Google’s Algorithm Goal is Human Like PerceptionImage Credit: Wikipedia
With the advent of Panda followed by the Penguin algorithm, Google changed from a strict algorithm of inputs and outputs into a company that believes machine learning is the path for a continually improved search engine. Google wants its algorithm to perceive the world as humans do, even if that means introducing false positives or negatives. What this means and the implications I delve into further below.
Humans are Great at Finding Patterns
Before diving into Google, let’s talk a little bit about humans. Babies grow up learning to recognize different objects that seem the same as something they have learned before. That red truck they were taught about can in turn realize that the green semi-truck with a different sound will still be a truck to them. People shopping for the freshest watermelon will look, feel, and hear for different qualities, oftentimes not being able to fully explain why they chose the one they did.
The pattern analysis that humans naturally perform is what Google wants to emulate beyond just image search; Google wants the top results to reflect how a human would qualitatively choose sites #1-10. Google strives to avoid having humans at Google manually choosing or having an input/output algorithm deciding what should go in what position and is creating an algorithm to mimic human behavior around pattern recognition.
Yet Humans Make Mistakes
Image Credit: StatsToDo
Ironically, the desire for the perfect algorithm (a robot that can perceive like a human) will lead to many false positives with websites getting burned just as many have already from Panda (even the recent rollback of some sites impacted by Panda shows this). Still, Google has moved forward with pattern analysis (machine learning) in my opinion based on the belief for the following two areas:
- Humans generally are comfortable with pattern analysis among other humans, so naturally having a robot do this is just as acceptable.
- A robot that can do pattern analysis will eventually be (or already are) better than humans can at pattern analysis and thus while there might be false positives, will be less than if a human were to look at it.
The potential problem with number one is that humans may not actually be comfortable with algorithms that engineers themselves cannot explain how it works, for how easy could it be to code something nefarious in and claim it is part of the algorithm’s, not a human’s intervention?
Google [Hearts] the NSA
Image Credit: Silicon Valley Watcher
An example of people generally not being comfortable with this in today’s climate stems from the NSA bulk-collecting meta data to find patterns. Part stems from the secrecy involved (helps to create conspiracy theories), part stems in the mass amount of data collection contra US constitutional law, and part stems from the view that it is a “guilty until proven innocent” way of judging people.

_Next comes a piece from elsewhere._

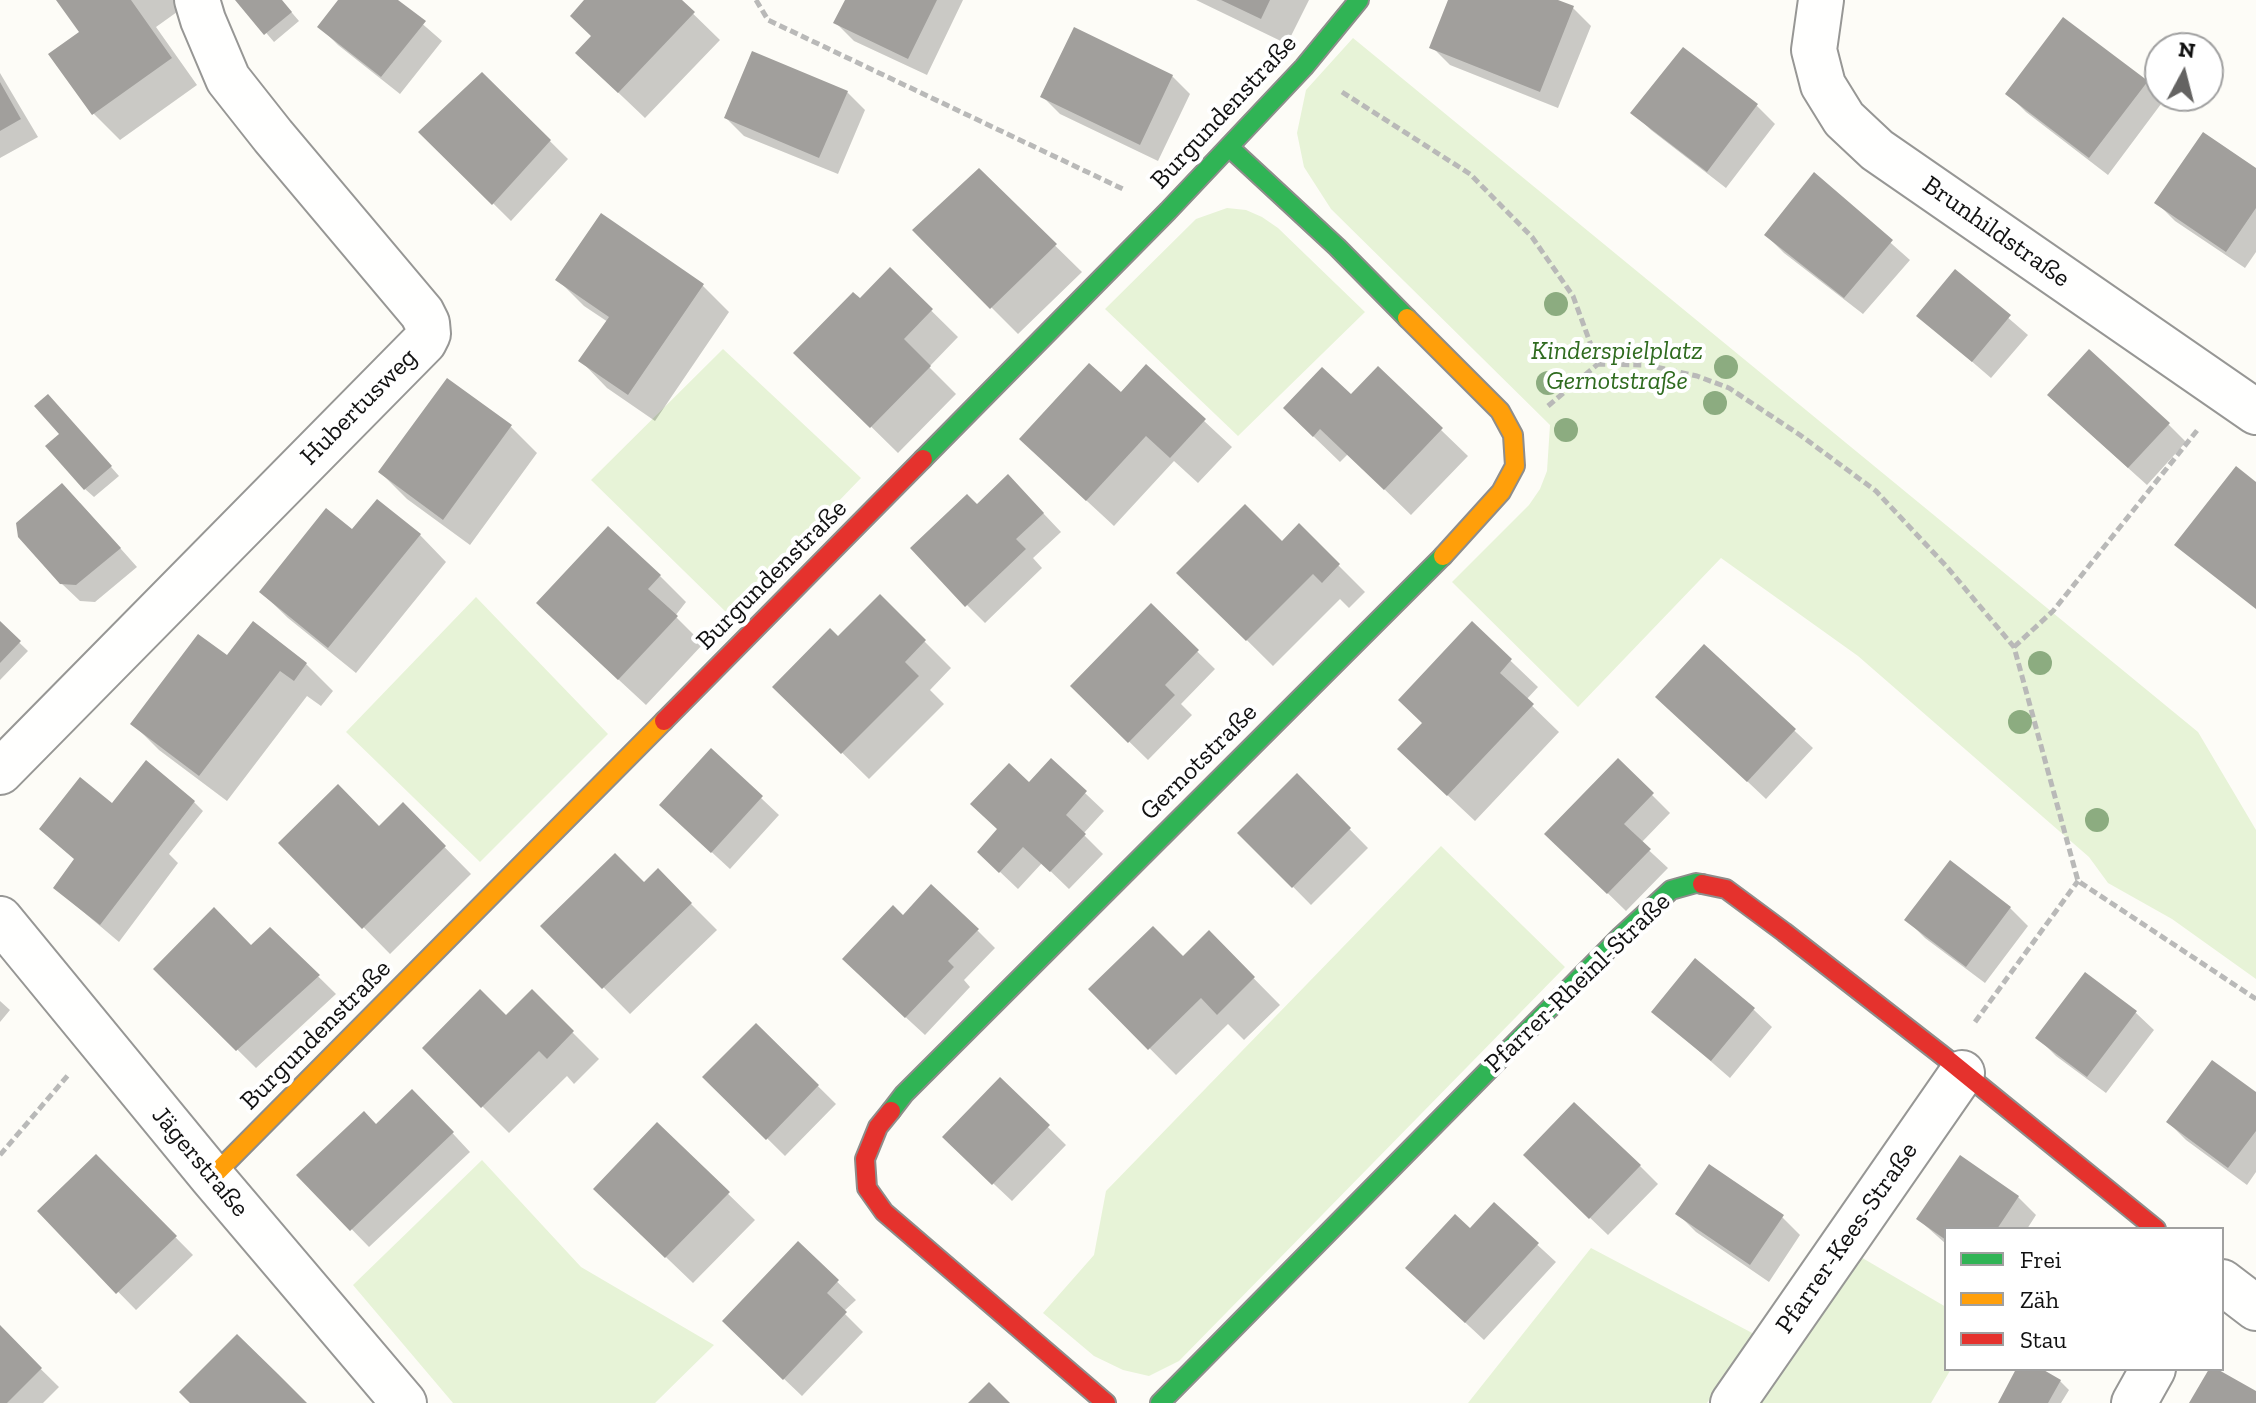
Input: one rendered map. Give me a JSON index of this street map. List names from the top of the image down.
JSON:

This is the path that Google has gone down for Penguin, where Google used to find proof that the paid/bad links one had to your site were gathered by you. With Penguin, Google turned the original “innocent until proven guilty” on its head into a very non-American style of law: guilty until proven innocent. Now if you match the pattern of buying links or the pattern of having low-quality links, then you will be punished first, just as you would have been blamed by the SEO community anyway (how many SEOs do you see proclaiming company X bought links without really knowing that the company did so?).
Image Credit: IEEE Spectrum
I think with number two noted above, robots will eventually be better, but the certainty lies on how those who seek to determine Google’s pattern algorithms figure out ways to avoid it. If the complexity becomes too difficult for engineers to handle, then the simplicity of tricking a pattern analysis becomes easier than it does to realize its being tricked.
In the end, pattern analyses are never perfect (what human can claim 100% success with anything?) and false positives will occur in Google’s algorithm, the question SEOs should be asking Google: What is the false positive acceptance rate at Google? For if you run a pattern analysis, there will be consequences of innocent sites being harmed incorrectly, and understanding how large an error is acceptable would help to give SEOs some understanding of how well (or not) Google is mimicking human behavior with pattern analysis.